La #marchayosoy132 o Espacio público y democracia

Un rugido se alzaba sobre la ciudad, y atronaba incesante, obsesivo, arrollando cualquier otro sonido. Un rugido que no tenía nada de humano. En efecto, no se alzaba de seres humanos, criaturas con dos brazos y dos piernas y un pensamiento propio, sino que se elevaba de una bestia monstruosa y carente de pensamiento: la multitud, el pulpo de mediodía […] había invadido la plaza, y luego había alargado los tentáculos a las calles adyacentes, atestándolas, sumergiéndolas implacable como la lava que, en su desbordamiento, devora todos los obstáculos. [Fallaci, 1979]
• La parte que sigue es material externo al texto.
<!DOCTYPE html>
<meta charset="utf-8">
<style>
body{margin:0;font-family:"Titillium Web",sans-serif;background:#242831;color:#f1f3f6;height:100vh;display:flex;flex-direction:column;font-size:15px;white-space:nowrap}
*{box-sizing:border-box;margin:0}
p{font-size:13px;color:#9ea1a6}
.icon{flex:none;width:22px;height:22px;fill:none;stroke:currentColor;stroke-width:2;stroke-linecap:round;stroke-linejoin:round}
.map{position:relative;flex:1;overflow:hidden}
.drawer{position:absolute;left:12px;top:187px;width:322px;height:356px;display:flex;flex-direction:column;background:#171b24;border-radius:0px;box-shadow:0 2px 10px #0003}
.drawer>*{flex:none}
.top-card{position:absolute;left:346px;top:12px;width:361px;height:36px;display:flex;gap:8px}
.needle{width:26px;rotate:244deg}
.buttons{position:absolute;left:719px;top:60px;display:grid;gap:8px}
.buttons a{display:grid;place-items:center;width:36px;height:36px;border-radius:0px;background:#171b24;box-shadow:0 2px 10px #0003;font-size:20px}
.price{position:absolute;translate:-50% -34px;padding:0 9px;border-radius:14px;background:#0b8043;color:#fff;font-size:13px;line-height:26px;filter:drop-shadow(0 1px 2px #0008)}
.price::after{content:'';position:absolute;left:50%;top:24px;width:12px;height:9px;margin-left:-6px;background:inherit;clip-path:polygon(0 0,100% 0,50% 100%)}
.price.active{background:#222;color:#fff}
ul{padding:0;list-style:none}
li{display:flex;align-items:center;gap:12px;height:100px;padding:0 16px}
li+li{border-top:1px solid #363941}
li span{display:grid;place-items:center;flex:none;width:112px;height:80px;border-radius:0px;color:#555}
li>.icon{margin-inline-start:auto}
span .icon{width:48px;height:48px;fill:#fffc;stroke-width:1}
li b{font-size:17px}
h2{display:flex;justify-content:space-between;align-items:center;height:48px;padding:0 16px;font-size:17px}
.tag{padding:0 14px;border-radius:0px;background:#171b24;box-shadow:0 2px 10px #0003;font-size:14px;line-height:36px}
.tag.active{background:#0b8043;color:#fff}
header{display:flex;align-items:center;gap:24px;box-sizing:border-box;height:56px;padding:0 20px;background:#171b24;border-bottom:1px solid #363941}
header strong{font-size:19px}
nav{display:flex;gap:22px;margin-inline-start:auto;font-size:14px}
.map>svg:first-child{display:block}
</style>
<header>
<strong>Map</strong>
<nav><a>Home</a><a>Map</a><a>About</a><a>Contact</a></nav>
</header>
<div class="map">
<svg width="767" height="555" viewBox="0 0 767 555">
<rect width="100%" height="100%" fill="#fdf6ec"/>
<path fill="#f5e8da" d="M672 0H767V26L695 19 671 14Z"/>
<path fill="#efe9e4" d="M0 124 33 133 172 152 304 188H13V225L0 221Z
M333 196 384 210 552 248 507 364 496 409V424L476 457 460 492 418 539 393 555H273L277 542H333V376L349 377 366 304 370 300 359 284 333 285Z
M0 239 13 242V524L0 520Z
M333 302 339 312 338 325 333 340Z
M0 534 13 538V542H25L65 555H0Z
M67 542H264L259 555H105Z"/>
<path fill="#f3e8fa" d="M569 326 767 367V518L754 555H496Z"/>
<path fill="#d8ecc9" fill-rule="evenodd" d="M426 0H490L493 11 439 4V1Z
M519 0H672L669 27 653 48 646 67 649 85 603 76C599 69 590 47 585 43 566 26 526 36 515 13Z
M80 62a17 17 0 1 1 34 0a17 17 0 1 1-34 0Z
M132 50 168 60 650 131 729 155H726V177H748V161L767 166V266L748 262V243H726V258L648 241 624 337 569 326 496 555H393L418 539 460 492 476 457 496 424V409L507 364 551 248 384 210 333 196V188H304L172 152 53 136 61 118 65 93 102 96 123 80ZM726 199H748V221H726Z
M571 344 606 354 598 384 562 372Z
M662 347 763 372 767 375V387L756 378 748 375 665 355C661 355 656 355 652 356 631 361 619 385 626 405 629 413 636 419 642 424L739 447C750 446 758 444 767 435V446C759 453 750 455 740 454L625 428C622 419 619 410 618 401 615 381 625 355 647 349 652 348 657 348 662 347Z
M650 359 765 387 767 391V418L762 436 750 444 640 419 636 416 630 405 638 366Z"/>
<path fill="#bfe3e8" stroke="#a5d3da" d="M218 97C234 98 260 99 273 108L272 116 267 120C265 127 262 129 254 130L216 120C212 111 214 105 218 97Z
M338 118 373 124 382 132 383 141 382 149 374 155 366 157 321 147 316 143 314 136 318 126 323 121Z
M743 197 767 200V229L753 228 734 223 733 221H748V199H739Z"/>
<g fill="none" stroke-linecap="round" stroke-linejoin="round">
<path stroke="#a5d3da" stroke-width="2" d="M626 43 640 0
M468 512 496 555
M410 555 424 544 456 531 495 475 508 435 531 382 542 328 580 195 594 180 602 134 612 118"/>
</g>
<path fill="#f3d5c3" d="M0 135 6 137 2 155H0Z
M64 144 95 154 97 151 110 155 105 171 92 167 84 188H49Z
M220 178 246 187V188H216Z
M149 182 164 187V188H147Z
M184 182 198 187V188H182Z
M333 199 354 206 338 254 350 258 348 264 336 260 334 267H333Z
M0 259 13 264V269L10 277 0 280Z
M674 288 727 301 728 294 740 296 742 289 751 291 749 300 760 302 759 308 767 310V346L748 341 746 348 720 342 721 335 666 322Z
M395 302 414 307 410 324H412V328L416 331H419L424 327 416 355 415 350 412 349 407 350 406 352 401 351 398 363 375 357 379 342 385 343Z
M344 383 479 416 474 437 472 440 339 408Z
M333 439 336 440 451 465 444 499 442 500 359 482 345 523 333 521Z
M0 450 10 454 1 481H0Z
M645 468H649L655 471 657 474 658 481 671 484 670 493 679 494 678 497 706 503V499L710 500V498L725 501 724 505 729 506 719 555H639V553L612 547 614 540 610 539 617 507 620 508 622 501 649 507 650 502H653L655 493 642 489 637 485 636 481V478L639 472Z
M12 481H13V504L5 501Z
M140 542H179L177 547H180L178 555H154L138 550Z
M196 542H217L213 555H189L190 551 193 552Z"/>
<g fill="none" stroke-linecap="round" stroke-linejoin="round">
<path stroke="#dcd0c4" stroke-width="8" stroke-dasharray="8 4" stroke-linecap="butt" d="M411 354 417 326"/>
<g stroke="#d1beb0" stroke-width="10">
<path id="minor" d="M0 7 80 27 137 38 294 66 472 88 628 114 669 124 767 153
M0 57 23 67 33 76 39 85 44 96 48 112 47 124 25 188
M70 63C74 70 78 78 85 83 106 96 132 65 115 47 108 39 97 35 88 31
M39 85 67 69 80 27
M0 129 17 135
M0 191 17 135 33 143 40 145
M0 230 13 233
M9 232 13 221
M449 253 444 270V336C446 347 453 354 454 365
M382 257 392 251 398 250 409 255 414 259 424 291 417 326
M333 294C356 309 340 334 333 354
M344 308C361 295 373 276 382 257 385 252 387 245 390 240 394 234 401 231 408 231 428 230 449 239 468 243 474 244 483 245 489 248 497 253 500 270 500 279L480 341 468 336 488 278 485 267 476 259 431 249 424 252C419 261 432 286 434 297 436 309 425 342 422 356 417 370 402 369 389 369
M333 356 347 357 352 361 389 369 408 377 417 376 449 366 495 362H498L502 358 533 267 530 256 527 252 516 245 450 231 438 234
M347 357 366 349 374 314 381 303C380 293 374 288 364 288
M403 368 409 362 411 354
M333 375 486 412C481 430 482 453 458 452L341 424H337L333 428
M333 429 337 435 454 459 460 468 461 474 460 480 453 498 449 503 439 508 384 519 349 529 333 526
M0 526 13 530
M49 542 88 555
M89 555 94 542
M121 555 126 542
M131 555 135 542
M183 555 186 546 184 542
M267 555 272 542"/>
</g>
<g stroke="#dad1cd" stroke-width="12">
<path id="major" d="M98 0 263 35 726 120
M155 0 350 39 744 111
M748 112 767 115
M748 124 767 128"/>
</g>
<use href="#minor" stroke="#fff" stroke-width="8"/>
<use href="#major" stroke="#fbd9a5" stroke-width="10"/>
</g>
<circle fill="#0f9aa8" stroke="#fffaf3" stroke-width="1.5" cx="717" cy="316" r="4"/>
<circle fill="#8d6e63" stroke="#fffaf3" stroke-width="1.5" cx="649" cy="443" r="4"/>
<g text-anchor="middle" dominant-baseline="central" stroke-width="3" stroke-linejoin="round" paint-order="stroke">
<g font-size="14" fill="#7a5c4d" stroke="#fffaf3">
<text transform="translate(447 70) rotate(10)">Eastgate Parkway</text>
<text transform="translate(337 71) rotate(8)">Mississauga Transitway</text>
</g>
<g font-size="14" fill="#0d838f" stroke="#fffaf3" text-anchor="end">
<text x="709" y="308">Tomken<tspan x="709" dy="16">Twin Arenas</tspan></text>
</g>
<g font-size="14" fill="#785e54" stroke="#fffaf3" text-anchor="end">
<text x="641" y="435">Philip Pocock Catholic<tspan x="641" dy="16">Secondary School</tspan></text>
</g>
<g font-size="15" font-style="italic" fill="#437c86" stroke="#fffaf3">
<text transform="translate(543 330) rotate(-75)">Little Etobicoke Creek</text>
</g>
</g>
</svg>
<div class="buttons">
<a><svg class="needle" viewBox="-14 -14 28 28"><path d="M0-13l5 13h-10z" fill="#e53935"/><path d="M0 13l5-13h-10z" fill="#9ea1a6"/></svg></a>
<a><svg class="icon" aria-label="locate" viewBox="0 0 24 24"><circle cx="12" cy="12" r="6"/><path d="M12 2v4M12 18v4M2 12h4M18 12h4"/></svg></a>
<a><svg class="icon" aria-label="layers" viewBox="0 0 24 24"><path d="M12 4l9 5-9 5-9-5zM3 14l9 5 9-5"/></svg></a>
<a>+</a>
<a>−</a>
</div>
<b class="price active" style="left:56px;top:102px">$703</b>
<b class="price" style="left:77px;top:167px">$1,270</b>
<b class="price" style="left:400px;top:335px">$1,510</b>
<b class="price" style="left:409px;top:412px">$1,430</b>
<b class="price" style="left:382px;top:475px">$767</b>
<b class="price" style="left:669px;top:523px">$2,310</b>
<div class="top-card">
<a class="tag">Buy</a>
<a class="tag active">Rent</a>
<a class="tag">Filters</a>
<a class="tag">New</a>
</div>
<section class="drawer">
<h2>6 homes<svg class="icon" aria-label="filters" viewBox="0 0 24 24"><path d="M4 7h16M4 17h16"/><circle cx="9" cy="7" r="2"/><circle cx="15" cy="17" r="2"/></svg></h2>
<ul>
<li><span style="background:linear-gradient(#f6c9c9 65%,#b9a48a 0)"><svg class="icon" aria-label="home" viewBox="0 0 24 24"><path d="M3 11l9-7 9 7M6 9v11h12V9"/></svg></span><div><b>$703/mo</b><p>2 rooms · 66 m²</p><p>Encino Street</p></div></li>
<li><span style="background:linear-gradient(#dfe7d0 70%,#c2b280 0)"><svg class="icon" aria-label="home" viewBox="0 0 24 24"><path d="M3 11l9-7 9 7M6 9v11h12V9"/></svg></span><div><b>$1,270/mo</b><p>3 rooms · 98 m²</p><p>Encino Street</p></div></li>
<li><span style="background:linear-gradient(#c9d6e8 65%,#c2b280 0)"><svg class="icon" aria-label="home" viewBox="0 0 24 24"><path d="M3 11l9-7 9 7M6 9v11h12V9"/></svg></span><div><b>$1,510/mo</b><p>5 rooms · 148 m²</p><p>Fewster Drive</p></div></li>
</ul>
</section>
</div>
Históricamente, la política se crea en el espacio público. Lamentablemente después de los griegos, todo se fue al carajo. Pero dejaron esa palabra tan linda que simplemente quiere decir relativo a los ciudadanos.  La Estela de Luz, un mal espacio público y aún peor monumento (¿es un monumento a qué?) fue el escenario para que miles de jóvenes, entre estudiantes y no estudiantes se reunieran. Al principio toda la energía del lugar era como del primer día de clases en una escuuela nueva: había algunos que se conocían, grupos pre-formados, pero ninguno realmente sabía lo que iba a pasar. Después de intercambiar libros, pintar algunas mantas y que llegaran todos los que tenían que llegar, la gente comenzó a desbordarse a la calle.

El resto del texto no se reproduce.